Introduction to Distribution Theory

Probability theory

Bongani Ncube

2023-11-29

Probability concepts

The probability of an event (E) is the number of ways event E can occur divided by the total number of probable outcomes. We live in a world where decision making is based on conditions of uncertainty. It is therefore important to know the chance of a particular event occurring to aid decision making.

Probability laws

Here are three rules that come up all the time.

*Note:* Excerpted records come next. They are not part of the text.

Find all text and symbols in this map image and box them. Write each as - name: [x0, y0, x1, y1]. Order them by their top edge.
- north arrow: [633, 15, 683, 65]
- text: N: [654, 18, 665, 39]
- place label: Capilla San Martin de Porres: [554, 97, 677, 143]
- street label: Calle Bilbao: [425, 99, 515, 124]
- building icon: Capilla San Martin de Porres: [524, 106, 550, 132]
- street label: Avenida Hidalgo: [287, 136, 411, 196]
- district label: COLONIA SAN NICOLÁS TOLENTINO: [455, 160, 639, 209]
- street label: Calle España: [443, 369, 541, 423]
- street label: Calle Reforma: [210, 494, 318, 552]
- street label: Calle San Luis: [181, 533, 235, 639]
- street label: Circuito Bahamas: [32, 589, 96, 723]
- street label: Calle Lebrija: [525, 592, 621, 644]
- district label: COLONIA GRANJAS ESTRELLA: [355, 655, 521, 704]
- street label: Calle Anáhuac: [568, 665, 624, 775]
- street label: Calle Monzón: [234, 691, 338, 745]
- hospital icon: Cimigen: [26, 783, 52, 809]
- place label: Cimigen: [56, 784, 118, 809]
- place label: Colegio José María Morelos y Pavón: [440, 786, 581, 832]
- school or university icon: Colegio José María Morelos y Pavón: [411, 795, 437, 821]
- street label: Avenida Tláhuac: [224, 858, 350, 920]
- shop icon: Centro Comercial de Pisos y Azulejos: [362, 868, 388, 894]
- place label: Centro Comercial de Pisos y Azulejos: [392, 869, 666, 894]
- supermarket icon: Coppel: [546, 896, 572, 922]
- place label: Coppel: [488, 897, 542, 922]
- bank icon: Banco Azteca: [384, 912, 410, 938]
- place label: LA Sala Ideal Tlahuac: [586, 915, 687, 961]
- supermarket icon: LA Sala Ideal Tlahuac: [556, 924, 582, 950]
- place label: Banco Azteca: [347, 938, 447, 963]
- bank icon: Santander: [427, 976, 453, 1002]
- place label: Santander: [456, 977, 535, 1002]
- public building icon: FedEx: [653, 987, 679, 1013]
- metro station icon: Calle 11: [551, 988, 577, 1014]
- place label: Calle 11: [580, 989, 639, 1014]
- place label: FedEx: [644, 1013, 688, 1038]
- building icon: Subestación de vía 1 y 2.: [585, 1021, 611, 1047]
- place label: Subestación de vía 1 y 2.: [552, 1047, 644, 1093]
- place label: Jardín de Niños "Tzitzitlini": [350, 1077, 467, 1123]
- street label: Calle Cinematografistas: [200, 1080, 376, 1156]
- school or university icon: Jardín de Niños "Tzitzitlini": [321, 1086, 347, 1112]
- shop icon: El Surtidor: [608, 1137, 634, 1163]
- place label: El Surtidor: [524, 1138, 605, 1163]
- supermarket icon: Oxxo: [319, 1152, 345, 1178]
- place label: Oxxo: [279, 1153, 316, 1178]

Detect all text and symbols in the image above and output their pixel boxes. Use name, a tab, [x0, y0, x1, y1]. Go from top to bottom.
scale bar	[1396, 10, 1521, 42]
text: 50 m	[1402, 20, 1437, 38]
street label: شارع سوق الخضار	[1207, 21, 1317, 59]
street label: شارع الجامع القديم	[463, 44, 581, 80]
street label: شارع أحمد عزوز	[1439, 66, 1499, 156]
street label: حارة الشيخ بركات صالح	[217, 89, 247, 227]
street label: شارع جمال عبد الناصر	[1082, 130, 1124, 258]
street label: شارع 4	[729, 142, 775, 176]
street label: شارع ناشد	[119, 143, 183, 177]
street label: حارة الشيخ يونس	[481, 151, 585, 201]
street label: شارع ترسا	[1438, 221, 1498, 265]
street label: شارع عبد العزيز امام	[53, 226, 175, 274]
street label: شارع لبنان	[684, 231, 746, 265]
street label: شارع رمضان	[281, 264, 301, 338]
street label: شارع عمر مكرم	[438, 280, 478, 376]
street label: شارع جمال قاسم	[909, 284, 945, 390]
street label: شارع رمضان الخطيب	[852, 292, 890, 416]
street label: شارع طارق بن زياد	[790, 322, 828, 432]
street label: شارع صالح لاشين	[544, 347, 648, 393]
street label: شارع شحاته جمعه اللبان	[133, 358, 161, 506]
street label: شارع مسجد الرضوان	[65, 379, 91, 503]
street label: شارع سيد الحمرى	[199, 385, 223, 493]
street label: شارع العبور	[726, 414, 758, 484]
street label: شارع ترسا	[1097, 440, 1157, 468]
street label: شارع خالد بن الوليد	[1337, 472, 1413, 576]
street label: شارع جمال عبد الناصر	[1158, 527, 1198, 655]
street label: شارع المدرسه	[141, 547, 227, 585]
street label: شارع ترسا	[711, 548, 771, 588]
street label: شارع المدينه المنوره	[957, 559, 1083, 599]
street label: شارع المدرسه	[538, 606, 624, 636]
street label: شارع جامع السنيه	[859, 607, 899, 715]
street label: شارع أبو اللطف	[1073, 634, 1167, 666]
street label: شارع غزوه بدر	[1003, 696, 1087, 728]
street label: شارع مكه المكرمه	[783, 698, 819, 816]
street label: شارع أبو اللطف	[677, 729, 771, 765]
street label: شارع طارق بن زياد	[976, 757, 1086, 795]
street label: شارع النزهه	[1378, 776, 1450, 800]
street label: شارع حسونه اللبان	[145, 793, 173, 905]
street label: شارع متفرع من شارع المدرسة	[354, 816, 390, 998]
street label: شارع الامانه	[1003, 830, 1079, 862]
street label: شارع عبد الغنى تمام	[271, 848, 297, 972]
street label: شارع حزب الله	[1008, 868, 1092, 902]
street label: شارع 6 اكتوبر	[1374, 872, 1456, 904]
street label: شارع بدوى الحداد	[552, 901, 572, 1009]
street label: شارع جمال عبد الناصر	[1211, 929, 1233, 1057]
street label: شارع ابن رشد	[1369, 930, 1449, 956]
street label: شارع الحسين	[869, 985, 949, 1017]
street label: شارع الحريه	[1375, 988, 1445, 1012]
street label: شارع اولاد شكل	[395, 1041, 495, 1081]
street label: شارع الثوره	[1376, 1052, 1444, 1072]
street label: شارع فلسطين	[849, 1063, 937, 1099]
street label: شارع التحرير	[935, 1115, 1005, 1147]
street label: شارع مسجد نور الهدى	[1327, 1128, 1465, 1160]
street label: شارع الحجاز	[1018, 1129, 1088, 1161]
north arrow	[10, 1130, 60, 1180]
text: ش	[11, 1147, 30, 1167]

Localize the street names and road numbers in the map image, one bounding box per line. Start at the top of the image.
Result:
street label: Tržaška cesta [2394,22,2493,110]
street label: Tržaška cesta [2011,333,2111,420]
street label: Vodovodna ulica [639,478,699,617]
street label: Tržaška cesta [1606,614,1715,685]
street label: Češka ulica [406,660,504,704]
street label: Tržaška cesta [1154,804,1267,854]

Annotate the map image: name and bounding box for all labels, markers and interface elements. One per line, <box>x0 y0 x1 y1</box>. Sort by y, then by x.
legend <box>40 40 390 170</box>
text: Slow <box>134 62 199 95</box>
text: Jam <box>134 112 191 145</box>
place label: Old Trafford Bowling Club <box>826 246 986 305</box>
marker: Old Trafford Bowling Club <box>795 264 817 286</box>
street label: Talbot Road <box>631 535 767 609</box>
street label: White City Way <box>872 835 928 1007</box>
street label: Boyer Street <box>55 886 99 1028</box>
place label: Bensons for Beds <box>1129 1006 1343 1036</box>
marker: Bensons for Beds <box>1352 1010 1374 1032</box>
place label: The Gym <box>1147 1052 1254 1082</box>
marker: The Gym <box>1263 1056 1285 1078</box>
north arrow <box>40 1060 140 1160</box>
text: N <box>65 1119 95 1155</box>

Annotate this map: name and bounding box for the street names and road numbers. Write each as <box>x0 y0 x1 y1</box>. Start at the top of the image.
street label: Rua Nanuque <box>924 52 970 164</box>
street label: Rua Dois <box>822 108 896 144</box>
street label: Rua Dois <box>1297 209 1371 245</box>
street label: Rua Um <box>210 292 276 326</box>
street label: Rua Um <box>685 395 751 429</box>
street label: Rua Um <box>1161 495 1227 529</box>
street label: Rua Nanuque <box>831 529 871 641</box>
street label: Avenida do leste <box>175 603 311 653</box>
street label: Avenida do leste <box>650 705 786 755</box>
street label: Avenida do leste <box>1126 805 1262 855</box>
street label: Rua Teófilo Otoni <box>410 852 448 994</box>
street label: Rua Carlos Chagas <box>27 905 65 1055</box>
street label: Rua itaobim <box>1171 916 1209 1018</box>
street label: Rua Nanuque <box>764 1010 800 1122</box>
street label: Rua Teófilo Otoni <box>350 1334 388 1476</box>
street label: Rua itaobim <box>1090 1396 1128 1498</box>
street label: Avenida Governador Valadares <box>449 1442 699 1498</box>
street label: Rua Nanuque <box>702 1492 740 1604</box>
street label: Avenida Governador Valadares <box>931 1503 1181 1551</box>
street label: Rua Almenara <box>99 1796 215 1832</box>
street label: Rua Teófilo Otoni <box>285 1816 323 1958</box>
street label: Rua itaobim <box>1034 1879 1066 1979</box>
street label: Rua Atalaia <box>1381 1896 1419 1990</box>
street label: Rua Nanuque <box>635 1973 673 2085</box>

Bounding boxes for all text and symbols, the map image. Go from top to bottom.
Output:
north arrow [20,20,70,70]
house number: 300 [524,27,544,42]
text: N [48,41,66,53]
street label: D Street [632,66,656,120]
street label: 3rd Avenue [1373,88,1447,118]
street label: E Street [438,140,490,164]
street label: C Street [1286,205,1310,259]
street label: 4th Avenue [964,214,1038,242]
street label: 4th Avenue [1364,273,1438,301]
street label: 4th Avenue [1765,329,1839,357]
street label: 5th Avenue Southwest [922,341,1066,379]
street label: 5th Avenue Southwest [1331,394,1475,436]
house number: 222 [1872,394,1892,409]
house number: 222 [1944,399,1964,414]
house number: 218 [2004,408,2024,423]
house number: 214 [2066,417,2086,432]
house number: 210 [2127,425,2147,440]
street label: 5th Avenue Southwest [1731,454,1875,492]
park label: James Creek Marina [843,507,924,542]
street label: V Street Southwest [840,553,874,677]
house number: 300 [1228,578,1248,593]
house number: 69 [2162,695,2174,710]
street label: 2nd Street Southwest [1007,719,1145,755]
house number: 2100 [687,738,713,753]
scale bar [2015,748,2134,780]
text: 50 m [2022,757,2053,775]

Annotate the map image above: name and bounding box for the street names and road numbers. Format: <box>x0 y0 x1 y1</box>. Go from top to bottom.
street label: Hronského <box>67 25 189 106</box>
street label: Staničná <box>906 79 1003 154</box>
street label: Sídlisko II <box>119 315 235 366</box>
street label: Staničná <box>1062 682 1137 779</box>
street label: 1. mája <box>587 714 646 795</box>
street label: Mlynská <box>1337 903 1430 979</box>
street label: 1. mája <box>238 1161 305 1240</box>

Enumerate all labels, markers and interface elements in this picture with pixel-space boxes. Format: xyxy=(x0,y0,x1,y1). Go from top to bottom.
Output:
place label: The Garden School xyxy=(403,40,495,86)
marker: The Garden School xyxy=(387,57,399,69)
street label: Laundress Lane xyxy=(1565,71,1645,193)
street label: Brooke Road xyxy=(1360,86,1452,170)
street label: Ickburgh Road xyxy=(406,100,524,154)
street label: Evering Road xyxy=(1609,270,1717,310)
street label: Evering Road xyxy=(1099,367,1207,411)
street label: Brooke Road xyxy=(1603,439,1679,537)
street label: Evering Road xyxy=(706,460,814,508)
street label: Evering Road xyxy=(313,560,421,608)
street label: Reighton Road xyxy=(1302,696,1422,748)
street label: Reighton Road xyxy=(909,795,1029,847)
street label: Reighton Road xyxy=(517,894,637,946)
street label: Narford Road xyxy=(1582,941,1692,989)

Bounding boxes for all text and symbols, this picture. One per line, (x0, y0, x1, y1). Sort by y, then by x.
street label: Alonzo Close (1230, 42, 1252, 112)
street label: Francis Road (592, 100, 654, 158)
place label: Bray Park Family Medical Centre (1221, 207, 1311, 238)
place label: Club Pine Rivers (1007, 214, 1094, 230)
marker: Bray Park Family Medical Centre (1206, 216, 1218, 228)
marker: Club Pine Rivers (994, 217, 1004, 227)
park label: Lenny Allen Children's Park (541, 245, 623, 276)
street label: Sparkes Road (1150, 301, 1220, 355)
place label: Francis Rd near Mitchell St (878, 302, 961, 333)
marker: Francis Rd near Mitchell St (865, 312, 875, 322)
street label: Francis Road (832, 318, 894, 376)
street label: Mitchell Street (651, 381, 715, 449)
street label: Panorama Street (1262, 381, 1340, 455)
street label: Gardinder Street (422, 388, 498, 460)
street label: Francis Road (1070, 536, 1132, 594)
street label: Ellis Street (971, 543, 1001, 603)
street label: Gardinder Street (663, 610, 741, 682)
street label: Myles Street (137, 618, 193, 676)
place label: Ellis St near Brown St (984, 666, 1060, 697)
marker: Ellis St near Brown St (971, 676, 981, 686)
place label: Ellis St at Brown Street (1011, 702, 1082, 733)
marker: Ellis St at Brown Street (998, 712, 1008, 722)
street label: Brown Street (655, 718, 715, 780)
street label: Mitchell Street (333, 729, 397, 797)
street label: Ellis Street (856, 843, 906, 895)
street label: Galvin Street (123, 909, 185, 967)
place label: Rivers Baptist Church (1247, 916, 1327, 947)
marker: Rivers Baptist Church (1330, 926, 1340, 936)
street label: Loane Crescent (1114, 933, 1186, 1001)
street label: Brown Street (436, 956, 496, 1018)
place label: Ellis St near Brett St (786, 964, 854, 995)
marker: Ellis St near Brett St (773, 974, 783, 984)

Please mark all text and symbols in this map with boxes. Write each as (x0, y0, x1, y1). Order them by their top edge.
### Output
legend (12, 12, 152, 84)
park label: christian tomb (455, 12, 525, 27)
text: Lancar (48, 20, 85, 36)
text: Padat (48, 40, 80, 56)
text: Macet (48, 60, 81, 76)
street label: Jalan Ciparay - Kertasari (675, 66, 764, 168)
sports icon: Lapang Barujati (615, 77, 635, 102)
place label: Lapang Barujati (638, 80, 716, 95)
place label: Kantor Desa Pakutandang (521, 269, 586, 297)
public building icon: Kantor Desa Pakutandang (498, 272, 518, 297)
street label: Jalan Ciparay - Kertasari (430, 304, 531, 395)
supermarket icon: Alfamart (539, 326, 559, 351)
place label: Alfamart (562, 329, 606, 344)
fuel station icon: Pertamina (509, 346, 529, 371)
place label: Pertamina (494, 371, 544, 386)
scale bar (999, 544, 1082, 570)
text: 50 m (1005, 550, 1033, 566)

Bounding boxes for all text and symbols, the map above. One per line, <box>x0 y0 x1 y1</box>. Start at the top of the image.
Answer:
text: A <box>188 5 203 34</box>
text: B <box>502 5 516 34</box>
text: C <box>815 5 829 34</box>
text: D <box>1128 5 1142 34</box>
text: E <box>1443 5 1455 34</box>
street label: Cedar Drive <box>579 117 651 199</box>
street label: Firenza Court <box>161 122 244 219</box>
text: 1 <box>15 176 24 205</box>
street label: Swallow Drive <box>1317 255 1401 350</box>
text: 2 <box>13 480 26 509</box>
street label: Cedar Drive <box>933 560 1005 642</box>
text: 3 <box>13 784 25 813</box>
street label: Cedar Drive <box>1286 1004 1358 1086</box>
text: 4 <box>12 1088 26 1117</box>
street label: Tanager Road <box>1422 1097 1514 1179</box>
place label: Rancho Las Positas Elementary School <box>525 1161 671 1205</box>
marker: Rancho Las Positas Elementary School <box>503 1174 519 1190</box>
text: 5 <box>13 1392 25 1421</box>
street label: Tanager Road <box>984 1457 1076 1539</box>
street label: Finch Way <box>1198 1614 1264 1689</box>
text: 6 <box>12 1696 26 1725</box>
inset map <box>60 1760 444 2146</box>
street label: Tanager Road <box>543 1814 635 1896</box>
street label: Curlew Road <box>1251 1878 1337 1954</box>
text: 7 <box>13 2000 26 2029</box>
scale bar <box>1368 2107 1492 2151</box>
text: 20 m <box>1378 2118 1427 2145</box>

Non-mutually exclusive events

\(Pr(A \cup B) = Pr(A)+Pr(B) - Pr(A \cap B)\). This rule generalizes to \(Pr(A \cup B \cup C)=Pr(A)+Pr(B)+Pr(C)-Pr(A \cap B)-Pr(A \cap C)-Pr(B \cap C)+Pr(A \cap B \cap C)\).

Conditional probability

\(Pr(A|B) = \frac{P(A \cap B)}{P(B)}\)
If A and B are independent, \(Pr(A \cap B) = Pr(A)Pr(B)\), and \(Pr(A|B)=Pr(A)\).

Discrete distributions

A discrete random variable \(X\) is described by its probability mass function \(f(x) = P(X = x)\). The set of \(x\) values for which \(f(x) > 0\) is called the support. If the distribution depends on unknown parameter(s) \(\theta\) we write it as \(f(x; \theta)\) (frequentist) or \(f(x | \theta)\) (Bayesian).

Bernoulli distribution

Context: A single trial with two outcomes, success/failure

\(X \sim \text{Bern}(p)\) with \(p\) probability of having a success

x	\(P(X=x)\)
1	\(p\)
0	\(1-p\)

Example: \(X\) is the random variable being born a female

Ten Bernoulli trials with \(p=0.5\)

Summary: Bernoulli distribution

notation: \(X \sim \text{Bern}(p)\)
range: discrete, \(x = 0, 1\)
distribution: \(P(X=x) = p^x (1-p)^{1-x}\)
parameters: \(p\) is the probability of success
mean: \(E(X) = \pi\)
variance: \(Var(X) = \pi(1 - \pi)\)

Binomial distribution

If \(X\) is the count of successful events in \(n\) identical and independent Bernoulli trials of success probability \(\pi\), then \(X\) is a random variable with a binomial distribution \(X \sim Bin(n,\pi)\)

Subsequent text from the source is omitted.